Without that atomic guard, two concurrent requests can both read stock = 1 and both think they succeeded.

A simplified purchase flow looks like this:

1. Acquire a per-SKU lock or issue a conditional write
2. Read authoritative stock
3. Reject if stock is already 0
4. Create a reservation or idempotency record
5. Atomically decrement stock
6. Confirm the order
7. Mark cache entries as stale
8. Release the lock

The important point is that the checkout path never uses the banner count as truth.

After a successful purchase, the browse cache is stale.

Most platforms do not immediately rebuild every cache on every decrement because that would create too much invalidation traffic during flash sales.

Instead, they often use a delayed or batched refresh:

• normal stock updates: lazy refresh after a short delay • zero-stock transition: aggressive fast-path invalidation

The second case matters more because once stock hits zero, continuing to show urgency creates a poor experience and floods checkout with doomed requests.

When stock goes from 1 to 0, the system wants that information to propagate fast:

• remove the urgency banner • update CDN and cache layers • stop sending buyers into checkout for an impossible purchase

This is both a UX optimization and an infrastructure protection mechanism. Fast zero-stock invalidation reduces wasted checkout load during traffic spikes.
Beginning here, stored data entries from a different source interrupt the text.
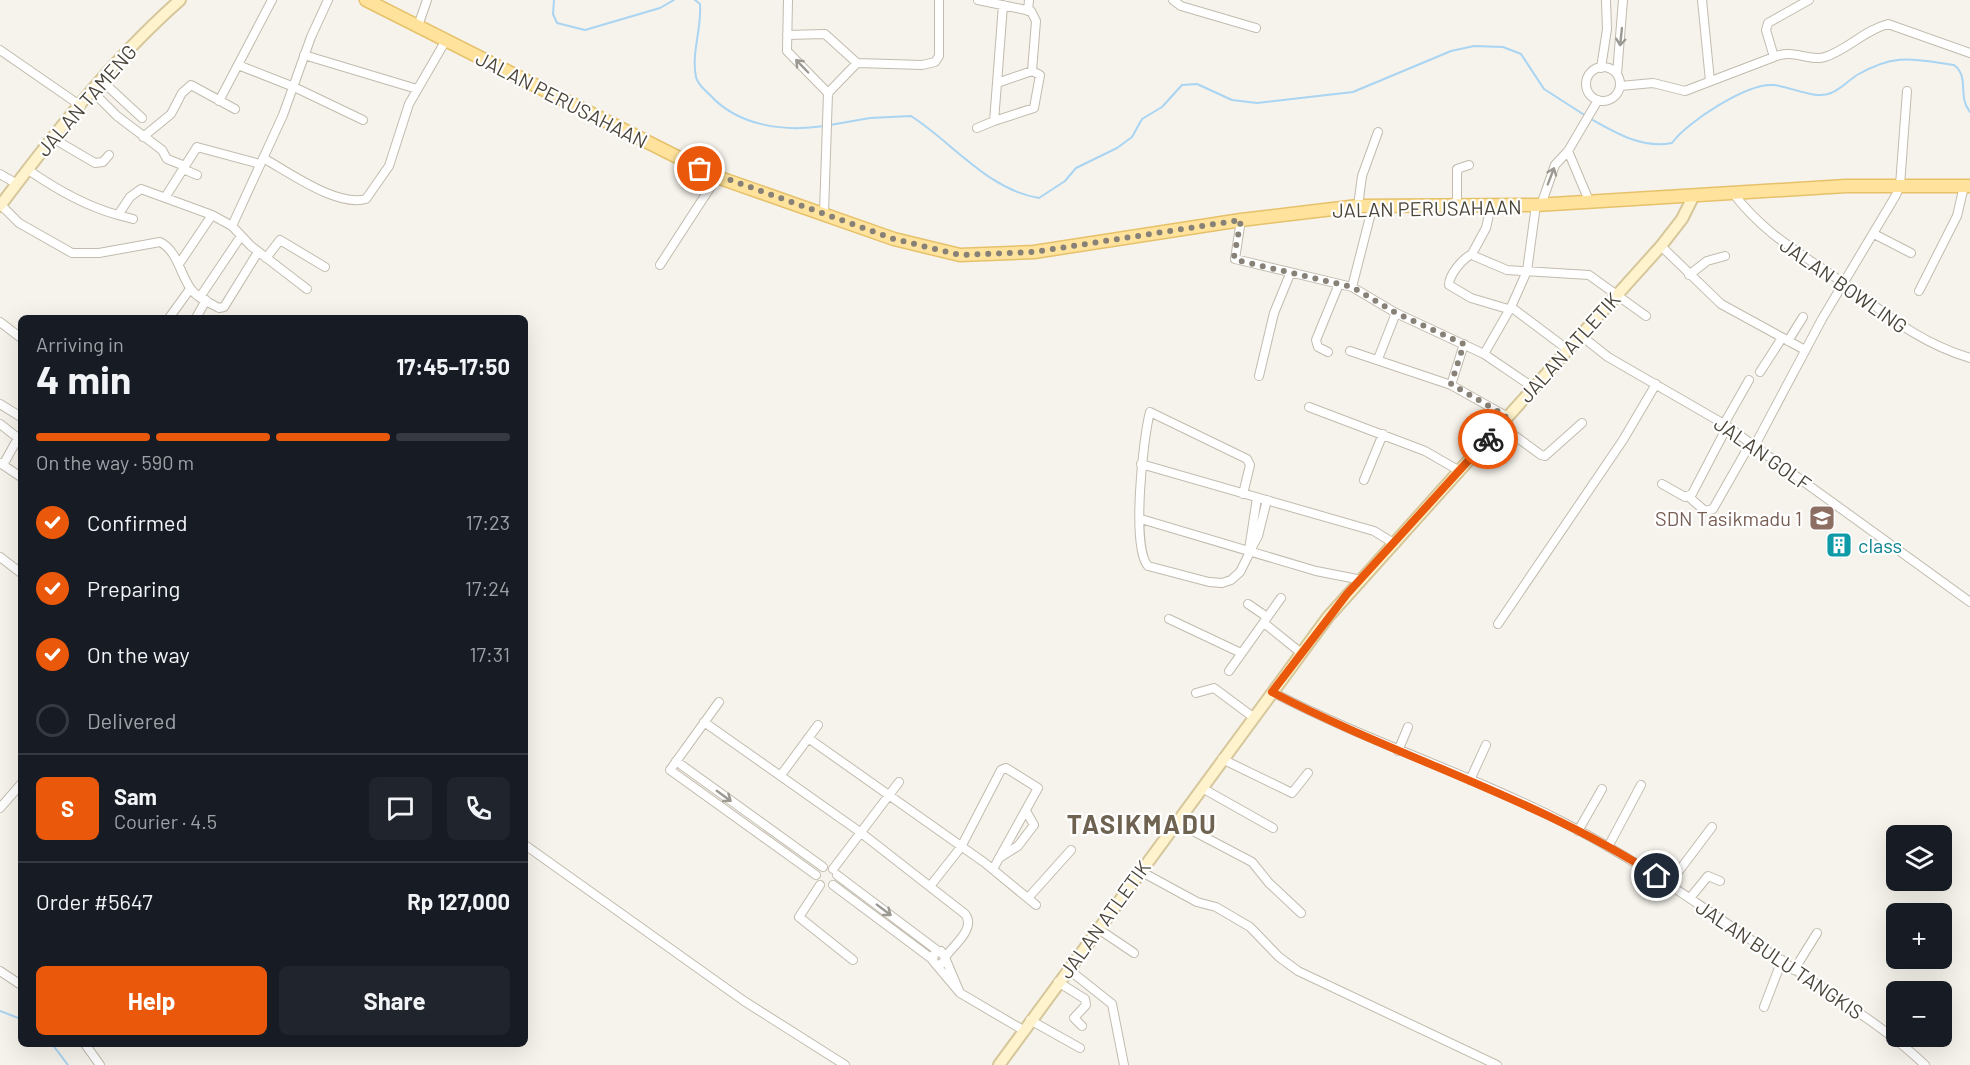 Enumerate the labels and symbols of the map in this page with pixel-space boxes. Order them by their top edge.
one-way arrow [1615,27,1626,46]
street label: JALAN TAMENG [31,39,141,161]
street label: JALAN PERUSAHAAN [472,45,652,153]
one-way arrow [794,59,809,74]
pin [674,143,725,194]
one-way arrow [1546,167,1557,185]
street label: JALAN PERUSAHAAN [1332,194,1522,222]
street label: JALAN BOWLING [1776,232,1912,338]
street label: JALAN ATLETIK [1513,287,1625,407]
courier [1458,409,1518,469]
street label: JALAN GOLF [1710,411,1816,495]
school or university icon: SDN Tasikmadu 1 [1807,503,1837,533]
place label: SDN Tasikmadu 1 [1655,506,1802,530]
building icon: class [1824,530,1854,560]
place label: class [1858,533,1902,557]
one-way arrow [715,789,731,802]
district label: TASIKMADU [1067,808,1217,839]
pin [1631,850,1682,901]
street label: JALAN ATLETIK [1053,855,1155,983]
street label: JALAN BULU TANGKIS [1692,894,1868,1024]
one-way arrow [875,904,891,916] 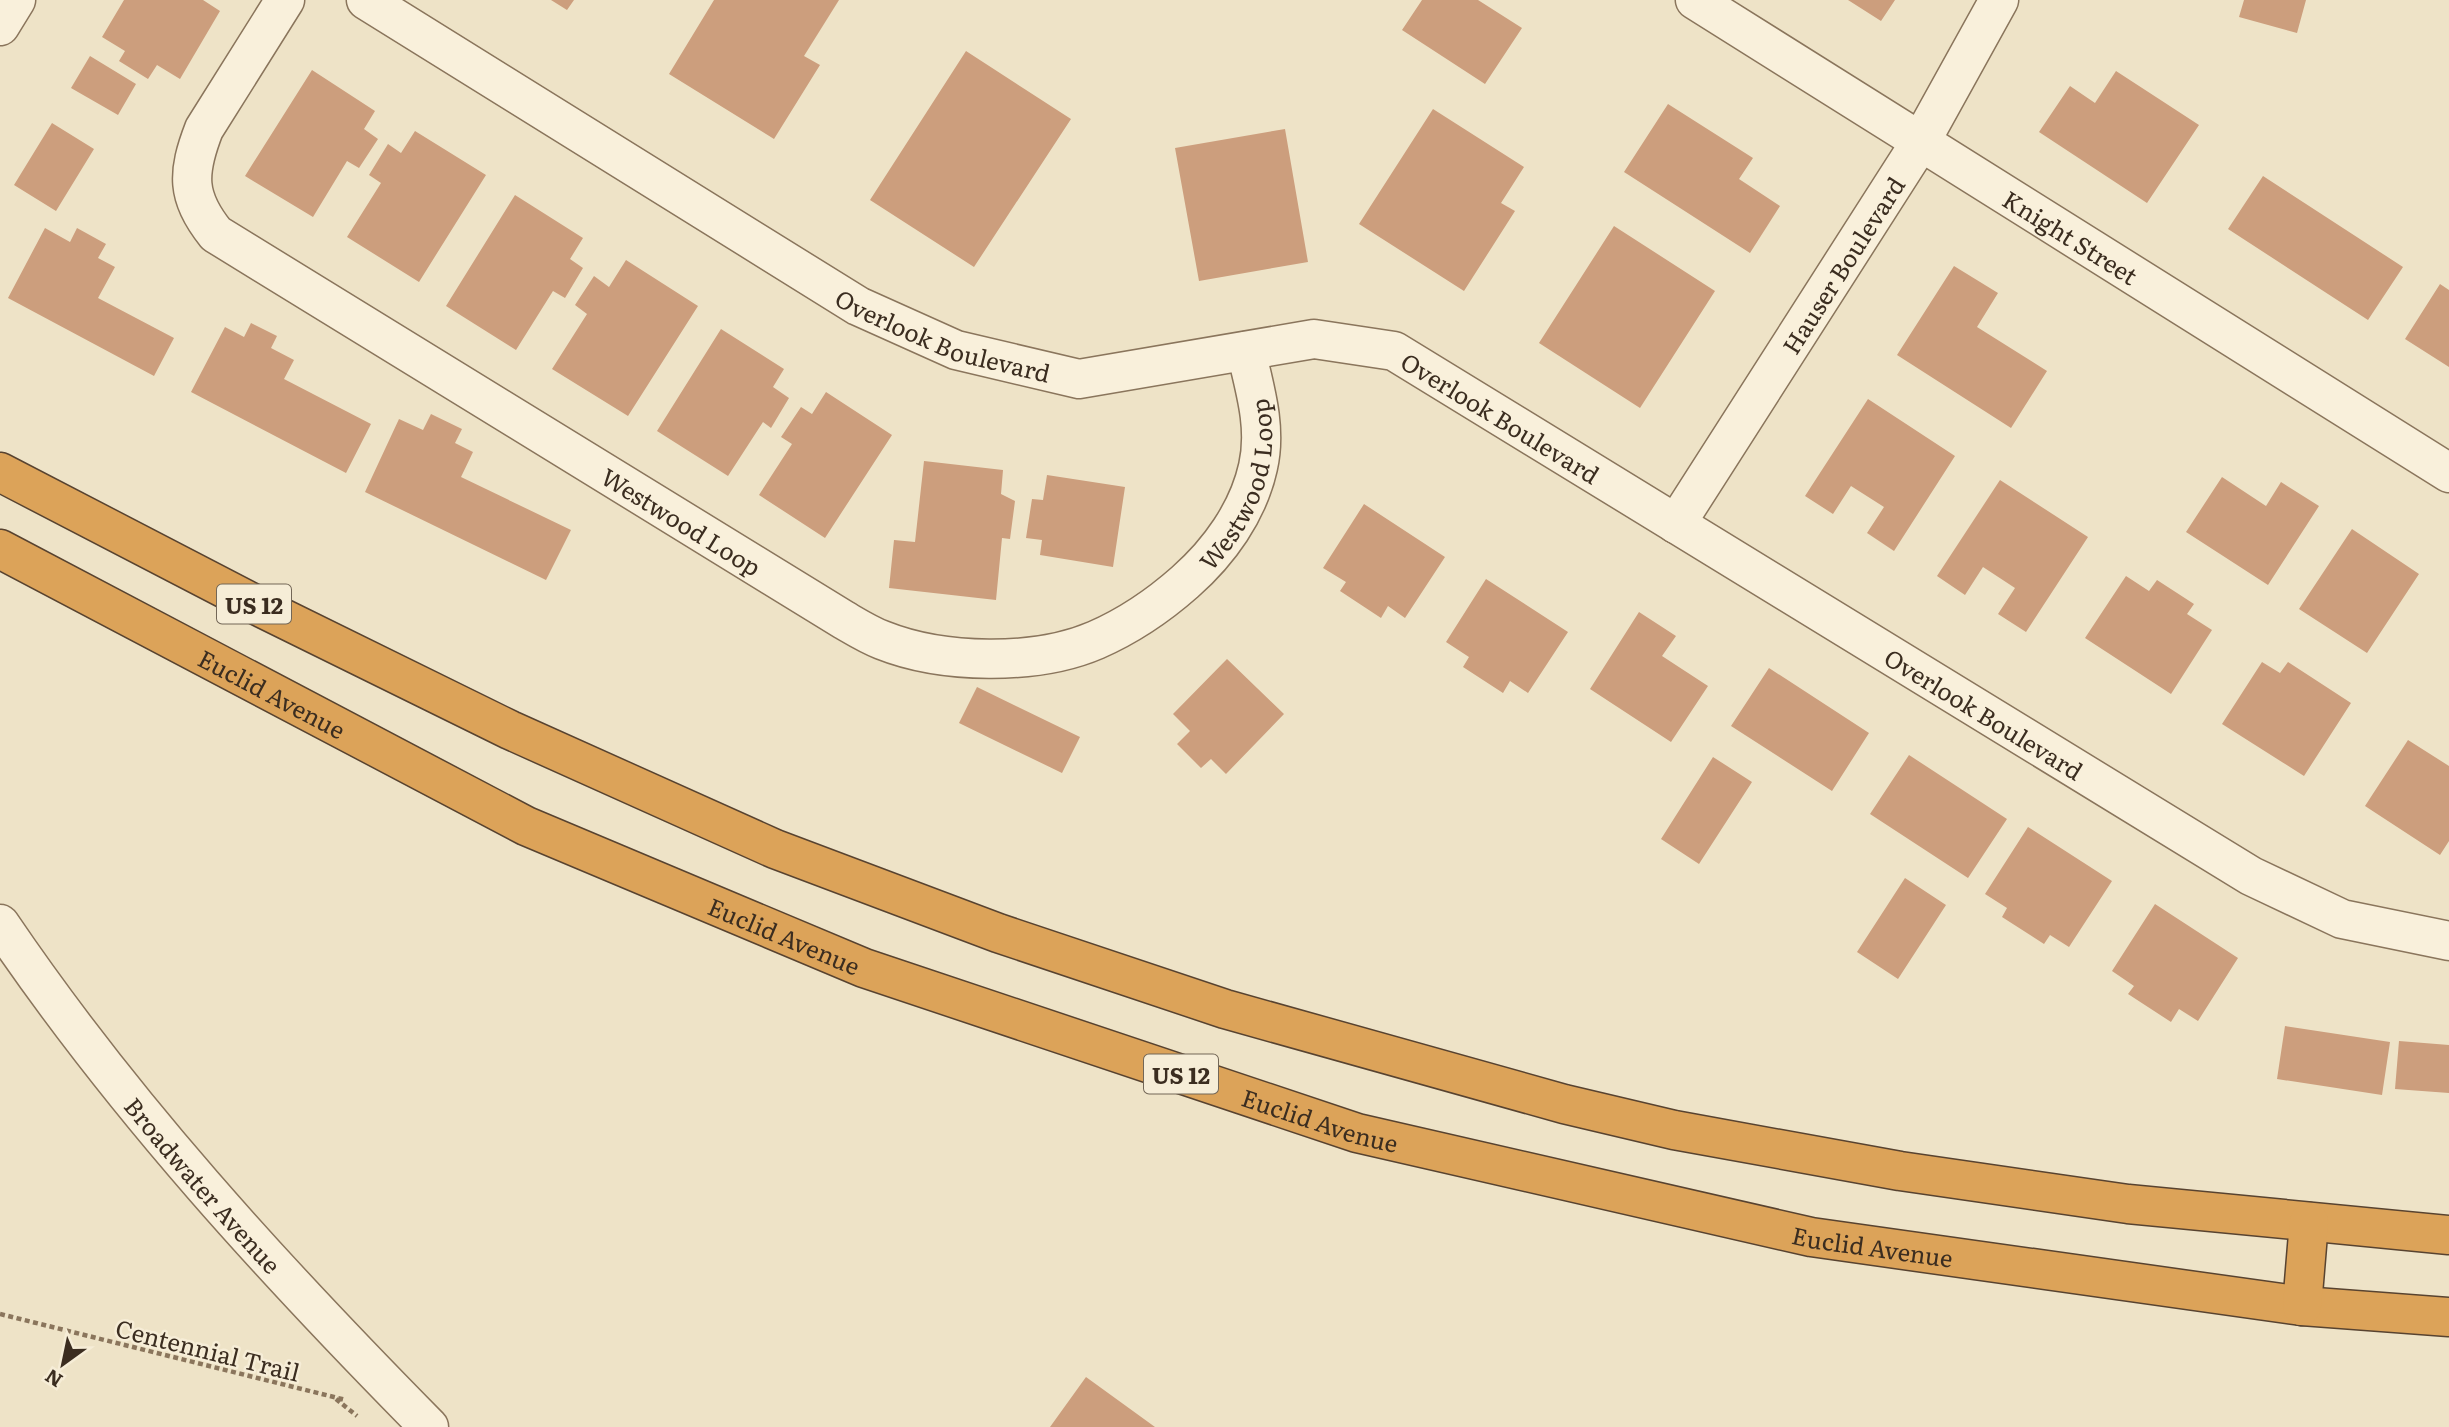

The actual display text is usually threshold based, not a raw mirror of physical inventory.

A common policy is:

• 100+: show nothing • 10 to 99: maybe show limited stock, maybe nothing • 1 to 3: show Only X left • 0: show Currently unavailable

The threshold is a product and growth decision informed by experiments, not just an engineering constraint.

Real systems also handle:

• cart holds that expire after a short time • damaged or unsellable warehouse inventory • request coalescing to avoid cache stampedes • batch invalidation during flash sales • idempotent retries so payment or network glitches do not double-reserve stock

These are the details that make the system survivable in production.

A useful mental model is this:

• the product page shows a projection • checkout enforces reality

The projection is optimized for read scale and persuasive UX.

Reality is optimized for correctness, concurrency control, and inventory safety.

Scarcity banners look simple, but the architecture behind them is one of the cleanest examples of distributed systems tradeoffs in consumer software.

The system accepts stale reads where the business can tolerate them, and pays the cost of strict correctness only where it matters: the moment a user tries to buy.

That is why "Only 3 left in stock" can be a little bit wrong, while the order confirmation still stays correct.